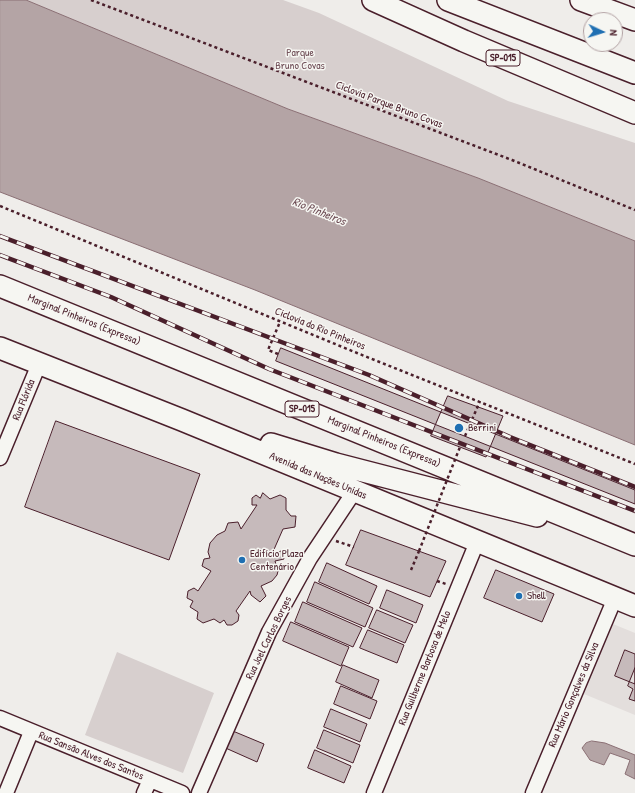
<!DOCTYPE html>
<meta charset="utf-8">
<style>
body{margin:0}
#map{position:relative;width:635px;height:793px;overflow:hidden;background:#efedea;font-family:"Patrick Hand",sans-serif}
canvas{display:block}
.north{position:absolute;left:583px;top:12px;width:40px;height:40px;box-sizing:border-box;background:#f6f6f2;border:1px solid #b1a0a2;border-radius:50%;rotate:94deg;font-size:11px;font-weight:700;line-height:16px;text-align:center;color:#4a1f2b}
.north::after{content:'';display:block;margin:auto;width:14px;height:18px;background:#1f6fb2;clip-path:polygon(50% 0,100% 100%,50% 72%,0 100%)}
</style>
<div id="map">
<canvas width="635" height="793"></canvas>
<div class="north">N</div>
</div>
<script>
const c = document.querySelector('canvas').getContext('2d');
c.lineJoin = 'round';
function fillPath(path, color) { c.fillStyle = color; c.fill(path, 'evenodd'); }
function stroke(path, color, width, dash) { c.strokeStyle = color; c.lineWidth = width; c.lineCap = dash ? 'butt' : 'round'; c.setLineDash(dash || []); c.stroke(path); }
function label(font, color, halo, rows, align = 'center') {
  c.font = font + ' "Patrick Hand",sans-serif'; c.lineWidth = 3; c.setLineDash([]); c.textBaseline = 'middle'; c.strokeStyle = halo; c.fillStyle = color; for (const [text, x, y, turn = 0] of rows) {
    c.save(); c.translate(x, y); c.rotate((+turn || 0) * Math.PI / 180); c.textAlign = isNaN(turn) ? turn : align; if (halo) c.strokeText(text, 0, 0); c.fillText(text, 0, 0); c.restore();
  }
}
fillPath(new Path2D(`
 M613 624 635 633V715L584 694Z`), '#e3dedc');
fillPath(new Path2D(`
 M26 0H283L319 13 508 101 635 143V241L478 178 288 109Z
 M117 652 214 693 183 773 85 735Z`), '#d7cfce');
const water = new Path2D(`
 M0 0H26L288 109 478 178 635 241V445L255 290 0 192Z
 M592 741 605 743 635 755V779L625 774 630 760 610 753 604 765 590 760 582 748 586 743Z`);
fillPath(water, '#b4a4a5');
stroke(water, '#8a6f74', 1);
const building = new Path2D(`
 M281 348 635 490V504L276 361Z
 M448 396 503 416 486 457 431 436Z
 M56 421 200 474 169 560 25 507Z
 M263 493 270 499 280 495 286 498V510L291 516H296L295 527 283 529 272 554 281 551 284 559 275 561 278 571 277 575 272 581 261 586 266 596 260 602 251 595 250 591 236 611 239 615 238 621 232 625H227L224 620 220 623 214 619 203 623 197 619 198 612 190 607 193 601 187 598 188 591 194 588 198 591 211 571 202 566 204 559 210 558 208 552 210 543 217 535 225 531 228 523 238 522 241 529 257 505H252V498L256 495 260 498Z
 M361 530 446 561 430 597 346 565Z
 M327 563 377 586 369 604 319 582Z
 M496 570 554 594 542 622 484 598Z
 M315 582 373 608 365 627 307 602Z
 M387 590 423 605 416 623 380 608Z
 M303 602 362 628 353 647 295 622Z
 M377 610 413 625 405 643 369 628Z
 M291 622 349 647 341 666 283 641Z
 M368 630 404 645 397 663 360 648Z
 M625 650 635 654V684L615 676Z
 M343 665 379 680 372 698 336 682Z
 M635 668V701L629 699 633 689 628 686Z
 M341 686 377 701 370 719 334 704Z
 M331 709 367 724 360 742 324 727Z
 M228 729 264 744 257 762 221 746Z
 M324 730 360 745 353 763 317 748Z
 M315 750 351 766 344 783 308 768Z`);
fillPath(building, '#c6babb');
stroke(building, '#4a1f2b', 1);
const minor = new Path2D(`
 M0 458 39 364
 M0 718 182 793
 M6 793 31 732
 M144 793 150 780
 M199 793 269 632 310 558 354 492
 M374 793 477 542
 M533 793 615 598`);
const highway = new Path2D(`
 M373 0 464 41 635 113
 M448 0 635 73
 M581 0 635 20
 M0 286 635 545
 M0 348 182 420 635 606
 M271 444 336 464 537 516`);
stroke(minor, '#4a1f2b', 17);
stroke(highway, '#4a1f2b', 24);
stroke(new Path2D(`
 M91 0 512 160 635 210
 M0 206 357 353 635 464
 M278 354 268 350 280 322
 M465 436 480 401
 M336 541 354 547
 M411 570 419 551
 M437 581 446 584`), '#4a1f2b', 2.5, [3, 3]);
stroke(minor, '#f6f6f2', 14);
stroke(highway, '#f6f6f2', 21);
const rail = new Path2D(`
 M0 236 369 375 510 437 635 487
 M0 255 111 297 269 369 635 511`);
stroke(rail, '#4a1f2b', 4.5);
stroke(rail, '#f6f6f2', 3, [9]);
stroke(new Path2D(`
 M419 551 460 447`), '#4a1f2b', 2.5, [3, 3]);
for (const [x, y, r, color] of [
 [459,428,5,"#1f6fb2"],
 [242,560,4,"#1f6fb2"],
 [519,596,4,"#1f6fb2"]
]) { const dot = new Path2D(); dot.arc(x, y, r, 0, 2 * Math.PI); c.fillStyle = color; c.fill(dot); stroke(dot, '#f6f6f2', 1.5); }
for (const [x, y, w] of [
 [503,58,34],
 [302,409,34]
]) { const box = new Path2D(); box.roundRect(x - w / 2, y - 8, w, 16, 3); c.fillStyle = '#f6f6f2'; c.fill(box); stroke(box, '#4a1f2b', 1); }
label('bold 10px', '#4a1f2b', null, [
 ["SP-015",503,58],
 ["SP-015",302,409]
]);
label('11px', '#6d4b54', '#f6f6f2', [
 ["Parque",300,53],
 ["Bruno Covas",300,66]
]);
label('11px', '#4a1f2b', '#f6f6f2', [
 ["Ciclovia Parque Bruno Covas",389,105,21],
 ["Marginal Pinheiros (Expressa)",84,320,22],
 ["Ciclovia do Rio Pinheiros",320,329,22],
 ["Rua Flórida",24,400,-68],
 ["Marginal Pinheiros (Expressa)",384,442,22],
 ["Avenida das Nações Unidas",318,476,23],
 ["Rua Joel Carlos Borges",269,638,-64],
 ["Rua Guilherme Barbosa de Melo",425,668,-68],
 ["Rua Mário Gonçalves da Silva",574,695,-67],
 ["Rua Sansão Alves dos Santos",91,756,22]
]);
label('11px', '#4a1f2b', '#f6f6f2', [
 ["Berrini",468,428],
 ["Edifício Plaza",250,554],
 ["Centenário",250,567],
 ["Shell",527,596]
], 'left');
label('italic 12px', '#6f4e56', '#f6f6f2', [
 ["Rio Pinheiros",319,212,22]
]);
</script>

__WORK INSTRUCTIONS__: In the listing above, which lines include the string "canvas"? Return every one of them.

__EXERCISE RESPONSE__:
canvas{display:block}
<canvas width="635" height="793"></canvas>
const c = document.querySelector('canvas').getContext('2d');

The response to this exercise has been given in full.